Was für ein Wirbel in unserem beschaulichen Brügge. Ein paar überambitionierte Gemeindevertreter und ein besorgter Bürgermeister haben aus Angst vor einer aus ihrer Sicht möglichen Katastrophe eine Gefahrenverdachtsanzeige beim Kreis eingereicht.
Wir mussten binnen weniger einer Woche die Standfestigkeit unseres über 130 Jahre alten Gasthofs nachweisen, ansonsten wäre der weitere Betrieb untersagt worden.
Warum das alles? Nun unser aktuelles Dach gewinnt mit den blauen Planen sicher keinen Schönheitspreis, aber von vornerein davon auszugehen, dass die Planen ein Signal für den drohenden Einsturz des Dachstuhls und einer direkten Gefährdung der Gäste sind, war schon ohne Fachkenntnisse sehr weit hergeholt.
Wir hatten der Gemeinde vorab angeboten, alles selbst in Augenschein zu nehmen oder einen Fachmann den Zustand bewerten zu lassen. Dieses wurde von den Vertretern abgelehnt. Mit Hinweis auf die Brandkatastrophe in der Schweiz zog man es vor, direkt das zuständige Kreisamt per Gefahrenverdachtsanzeige hinzuzuziehen. Dieses reagierte natürlich prompt und drastisch.
Begleitet wurde dieses alles von interessierten lokalen Medien wie KN und SHZ. Ohne vorherige fachliche Überprüfung hatte diese Berichterstattung den Beigeschmack einer Vorverurteilung und stellt für uns einen Schaden dar, auch wenn inzwischen von diesen Medien durch neue Beiträge gegensteuert wurde.
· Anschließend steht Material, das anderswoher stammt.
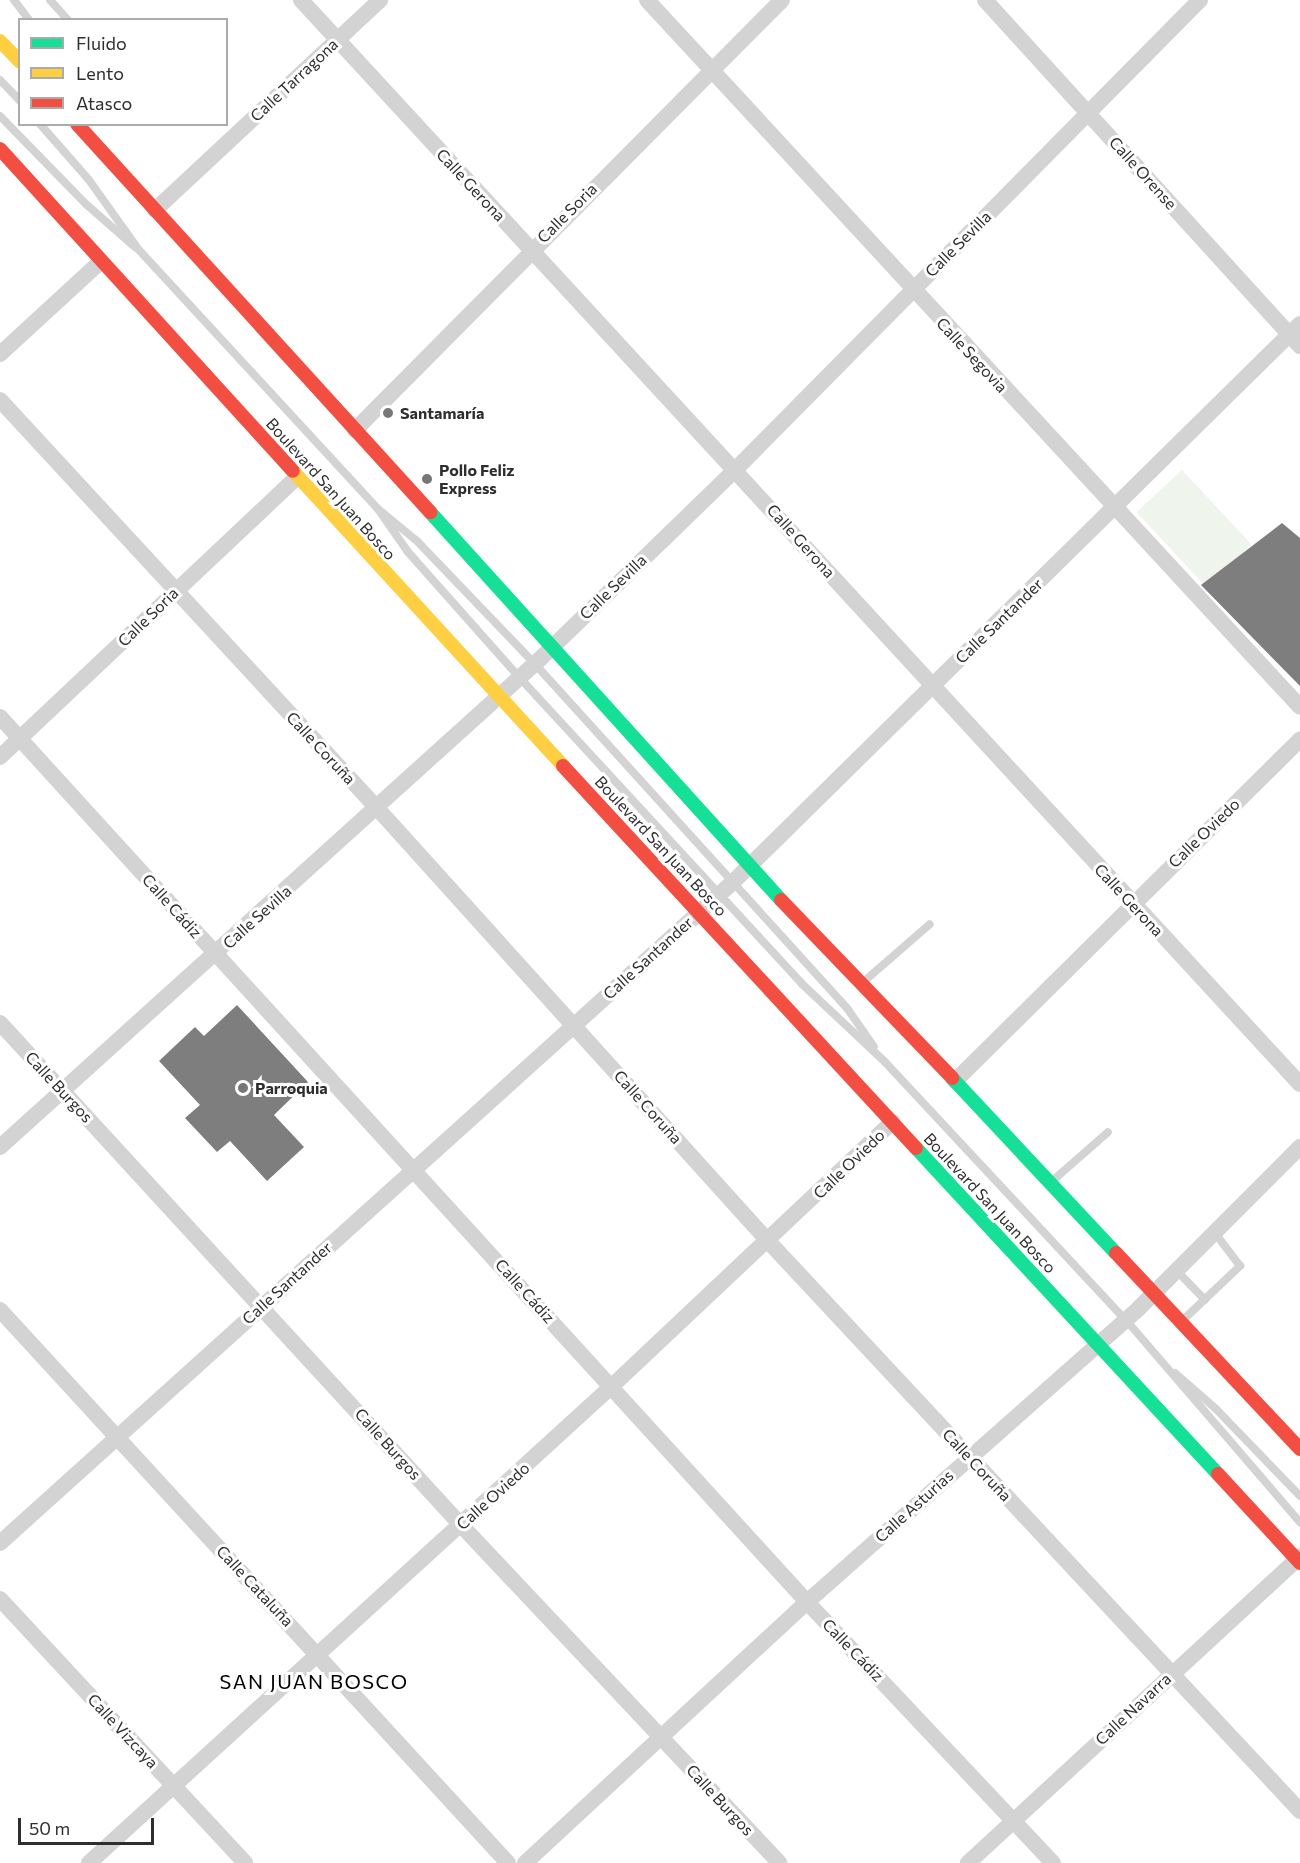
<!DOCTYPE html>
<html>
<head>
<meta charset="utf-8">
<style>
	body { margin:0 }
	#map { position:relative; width:1300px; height:1863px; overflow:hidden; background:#fff; font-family:Commissioner,sans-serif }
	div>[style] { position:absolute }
	.green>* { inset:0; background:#eff4ec; transform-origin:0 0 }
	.building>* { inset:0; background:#7e7e7e }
	.lane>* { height:8px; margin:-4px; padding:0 4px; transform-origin:4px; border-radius:4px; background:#d3d3d3 }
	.street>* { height:16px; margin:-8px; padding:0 8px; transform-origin:8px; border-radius:8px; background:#d3d3d3 }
	.fast>* { height:14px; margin:-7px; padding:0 7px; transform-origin:7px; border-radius:7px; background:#16e098 }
	.slow>* { height:14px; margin:-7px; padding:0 7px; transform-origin:7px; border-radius:7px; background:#ffcf43 }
	.jam>* { height:14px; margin:-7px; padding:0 7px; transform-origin:7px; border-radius:7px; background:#f24e42 }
	.dots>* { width:16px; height:16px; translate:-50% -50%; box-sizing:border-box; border:3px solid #fff; border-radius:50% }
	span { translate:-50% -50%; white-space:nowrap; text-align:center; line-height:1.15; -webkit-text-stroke:6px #fff; paint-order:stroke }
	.street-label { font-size:16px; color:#2e2e2e }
	.poi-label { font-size:16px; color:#2e2e2e; font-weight:700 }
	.left { translate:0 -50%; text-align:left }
	.quarter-label { font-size:20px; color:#000; letter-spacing:1.5px }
	.legend { position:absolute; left:18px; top:18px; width:210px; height:108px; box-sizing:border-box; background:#fff; border:2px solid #ababab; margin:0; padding:8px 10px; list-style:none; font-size:18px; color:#2e2e2e }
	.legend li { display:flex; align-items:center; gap:12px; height:30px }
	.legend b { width:30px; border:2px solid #ababab }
	.scale { position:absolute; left:18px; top:1818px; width:136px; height:27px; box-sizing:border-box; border:3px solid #2e2e2e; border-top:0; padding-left:8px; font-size:18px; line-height:21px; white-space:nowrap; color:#2e2e2e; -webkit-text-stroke:4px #fff; paint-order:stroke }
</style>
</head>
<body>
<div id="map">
	<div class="green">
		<div style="left:1182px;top:470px;width:102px;height:62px;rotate:47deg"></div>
	</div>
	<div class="building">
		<div style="clip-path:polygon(1282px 523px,1300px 538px,1300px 686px,1201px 585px)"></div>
		<div style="clip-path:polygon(237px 1005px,308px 1082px,274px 1115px,304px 1147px,267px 1181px,230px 1141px,217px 1152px,185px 1118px,200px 1105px,159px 1061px,195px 1027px,204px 1036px)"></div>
	</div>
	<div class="lane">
		<div style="left:14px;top:0;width:25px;rotate:53deg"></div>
		<div style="left:50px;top:0;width:27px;rotate:48deg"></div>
		<div style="left:0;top:80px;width:29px;rotate:46deg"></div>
		<div style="left:0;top:116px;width:124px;rotate:45.7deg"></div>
		<div style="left:87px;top:205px;width:64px;rotate:41.2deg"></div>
		<div style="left:40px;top:124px;width:74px;rotate:48.8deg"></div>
		<div style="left:89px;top:180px;width:86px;rotate:54.5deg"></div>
		<div style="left:139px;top:250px;width:352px;rotate:47.3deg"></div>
		<div style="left:378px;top:509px;width:50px;rotate:39.4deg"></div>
		<div style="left:417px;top:541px;width:170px;rotate:46.2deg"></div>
		<div style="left:535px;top:664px;width:464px;rotate:47.8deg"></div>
		<div style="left:847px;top:1008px;width:47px;rotate:55.3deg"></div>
		<div style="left:378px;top:509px;width:52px;rotate:55.1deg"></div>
		<div style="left:408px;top:552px;width:167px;rotate:48.4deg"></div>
		<div style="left:519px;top:677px;width:416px;rotate:47.3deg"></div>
		<div style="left:801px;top:983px;width:115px;rotate:43.2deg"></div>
		<div style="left:885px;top:1062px;width:353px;rotate:47deg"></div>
		<div style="left:1126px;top:1320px;width:267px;rotate:49.3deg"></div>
		<div style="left:861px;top:984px;width:91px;rotate:-41deg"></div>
		<div style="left:1050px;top:1183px;width:77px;rotate:-41.3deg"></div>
		<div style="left:1177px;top:1271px;width:40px;rotate:46deg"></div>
		<div style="left:1183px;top:1320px;width:79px;rotate:-43.5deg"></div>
		<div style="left:1240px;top:1266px;width:41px;rotate:-127.1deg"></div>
		<div style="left:1175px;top:1373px;width:55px;rotate:41.3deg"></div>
		<div style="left:1216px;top:1409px;width:121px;rotate:46deg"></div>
	</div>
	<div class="street">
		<div style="left:301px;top:0;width:1474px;rotate:47.34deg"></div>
		<div style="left:647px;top:0;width:962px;rotate:47.27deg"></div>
		<div style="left:985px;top:0;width:468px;rotate:47.7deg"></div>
		<div style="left:155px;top:210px;width:308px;rotate:-43deg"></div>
		<div style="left:0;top:354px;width:137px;rotate:-42.6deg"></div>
		<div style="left:0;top:400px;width:556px;rotate:47.26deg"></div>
		<div style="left:377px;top:808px;width:583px;rotate:47.92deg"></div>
		<div style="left:768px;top:1241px;width:780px;rotate:46.97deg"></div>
		<div style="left:355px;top:430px;width:606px;rotate:-45.2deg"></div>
		<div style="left:0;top:717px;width:1198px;rotate:47.64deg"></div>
		<div style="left:807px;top:1602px;width:359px;rotate:46.7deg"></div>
		<div style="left:0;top:757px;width:408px;rotate:-43.3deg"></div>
		<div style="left:0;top:1023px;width:682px;rotate:47.44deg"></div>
		<div style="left:461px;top:1525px;width:464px;rotate:46.7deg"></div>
		<div style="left:955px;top:1081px;width:486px;rotate:-44.7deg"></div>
		<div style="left:0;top:1147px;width:726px;rotate:-42.1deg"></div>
		<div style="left:539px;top:660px;width:274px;rotate:-44.1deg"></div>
		<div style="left:736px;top:469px;width:660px;rotate:-45.31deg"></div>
		<div style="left:0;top:1310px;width:751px;rotate:47.43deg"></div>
		<div style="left:0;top:1543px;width:987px;rotate:-42.04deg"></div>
		<div style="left:733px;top:882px;width:796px;rotate:-44.54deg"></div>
		<div style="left:0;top:1599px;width:360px;rotate:47.1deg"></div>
		<div style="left:89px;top:1863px;width:708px;rotate:-42.37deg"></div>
		<div style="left:612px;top:1386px;width:385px;rotate:-43.3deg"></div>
		<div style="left:525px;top:1863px;width:384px;rotate:-42.8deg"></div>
		<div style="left:807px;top:1602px;width:443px;rotate:-41.5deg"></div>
		<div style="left:1139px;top:1308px;width:228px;rotate:-45deg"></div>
		<div style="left:968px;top:1863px;width:452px;rotate:-42.7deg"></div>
	</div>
	<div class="fast">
		<div style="left:430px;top:512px;width:523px;rotate:47.87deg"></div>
		<div style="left:952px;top:1078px;width:240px;rotate:46.9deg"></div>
		<div style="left:916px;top:1148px;width:444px;rotate:47.2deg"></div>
	</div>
	<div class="slow">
		<div style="left:0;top:41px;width:29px;rotate:46deg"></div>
		<div style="left:293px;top:471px;width:400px;rotate:47.5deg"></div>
	</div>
	<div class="jam">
		<div style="left:77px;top:124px;width:525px;rotate:47.7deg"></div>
		<div style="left:0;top:149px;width:435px;rotate:47.7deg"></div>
		<div style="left:563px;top:766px;width:520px;rotate:47.26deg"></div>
		<div style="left:781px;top:900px;width:247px;rotate:46.1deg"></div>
		<div style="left:1116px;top:1253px;width:269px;rotate:46.8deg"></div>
		<div style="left:1218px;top:1474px;width:121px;rotate:47.3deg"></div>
	</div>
	<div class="dots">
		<div style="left:388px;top:413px;background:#777"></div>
		<div style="left:427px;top:479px;background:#777"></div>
		<div style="left:243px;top:1088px;background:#777"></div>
	</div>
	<div class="street-label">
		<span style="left:294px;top:80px;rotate:-43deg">Calle Tarragona</span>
		<span style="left:1143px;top:173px;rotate:48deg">Calle Orense</span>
		<span style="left:471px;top:185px;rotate:47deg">Calle Gerona</span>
		<span style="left:567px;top:213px;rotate:-45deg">Calle Soria</span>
		<span style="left:958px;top:244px;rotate:-45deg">Calle Sevilla</span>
		<span style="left:972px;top:355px;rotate:47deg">Calle Segovia</span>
		<span style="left:331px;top:489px;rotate:48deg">Boulevard San Juan Bosco</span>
		<span style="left:801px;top:541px;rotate:48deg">Calle Gerona</span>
		<span style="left:613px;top:587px;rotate:-44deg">Calle Sevilla</span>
		<span style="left:148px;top:617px;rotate:-44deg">Calle Soria</span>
		<span style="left:999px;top:621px;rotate:-44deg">Calle Santander</span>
		<span style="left:321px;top:748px;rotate:47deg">Calle Coruña</span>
		<span style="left:1204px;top:833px;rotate:-44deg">Calle Oviedo</span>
		<span style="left:661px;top:846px;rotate:47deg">Boulevard San Juan Bosco</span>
		<span style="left:1129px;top:900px;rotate:47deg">Calle Gerona</span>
		<span style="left:172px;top:906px;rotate:48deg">Calle Cádiz</span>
		<span style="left:257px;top:917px;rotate:-42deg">Calle Sevilla</span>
		<span style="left:648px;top:958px;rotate:-42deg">Calle Santander</span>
		<span style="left:59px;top:1087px;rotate:47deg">Calle Burgos</span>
		<span style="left:648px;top:1107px;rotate:48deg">Calle Coruña</span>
		<span style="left:849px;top:1164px;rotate:-44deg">Calle Oviedo</span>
		<span style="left:990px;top:1203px;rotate:47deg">Boulevard San Juan Bosco</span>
		<span style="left:287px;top:1283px;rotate:-42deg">Calle Santander</span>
		<span style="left:525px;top:1291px;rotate:48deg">Calle Cádiz</span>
		<span style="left:388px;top:1444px;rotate:48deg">Calle Burgos</span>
		<span style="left:977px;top:1465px;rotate:47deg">Calle Coruña</span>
		<span style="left:493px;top:1496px;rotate:-42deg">Calle Oviedo</span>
		<span style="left:914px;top:1506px;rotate:-42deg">Calle Asturias</span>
		<span style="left:255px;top:1586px;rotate:47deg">Calle Cataluña</span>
		<span style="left:853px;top:1650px;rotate:46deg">Calle Cádiz</span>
		<span style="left:1133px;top:1709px;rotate:-43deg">Calle Navarra</span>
		<span style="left:123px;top:1731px;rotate:47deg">Calle Vizcaya</span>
		<span style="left:720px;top:1800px;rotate:47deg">Calle Burgos</span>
	</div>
	<div class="poi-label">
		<span class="left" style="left:400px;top:413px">Santamaría</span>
		<span class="left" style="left:439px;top:479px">Pollo Feliz<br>Express</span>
		<span class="left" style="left:255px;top:1088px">Parroquia</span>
	</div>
	<div class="quarter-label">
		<span style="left:314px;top:1681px">SAN JUAN BOSCO</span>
	</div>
	<ul class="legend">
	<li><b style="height:8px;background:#16e098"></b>Fluido</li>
	<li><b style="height:8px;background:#ffcf43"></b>Lento</li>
	<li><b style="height:8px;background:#f24e42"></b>Atasco</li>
	</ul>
	<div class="scale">50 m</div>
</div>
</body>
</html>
Am 03.02.2026 hat ein anerkannter Statiker den Zustand des Gebäudes überprüft. Der Gasthof mit Saal ist absolut standsicher. Altersgemäß sind bei den künftigen Sanierungsarbeiten natürlich hier und da mal ein Holzstück im Giebel auszubessern, was angesichts des Alters des Gebäudes nicht verwunderlich ist. Dieses wird alles im Laufe des Jahres geschehen, ebenso wie der Abriss der seit 20 Jahre geschlossenen, angebauten Kegelbahn, die unbestritten baufällig ist.
Warum sind die Arbeiten nicht früher erfolgt? Jeder, der mit offenen Ohren und Augen durch die Welt läuft, müsste bemerkt haben, dass wir in den letzten Jahren durch Coronakrise, Energiekrise, Inflation und Preisexplosion bei Lebensmitteln, Rückforderung von Coronahilfen usw. stark belastet waren. Keine guten Zeiten für kostenintensive Gasthöfe auf dem Land., die noch mit Herz, Verstand und reinem Gewissen gutes Essen auf den Tisch bringen wollen. Deswegen gibt es auch kaum noch Gasthöfe auf den Dörfern und selbst in Städten schließt ein Restaurant nach dem nächsten.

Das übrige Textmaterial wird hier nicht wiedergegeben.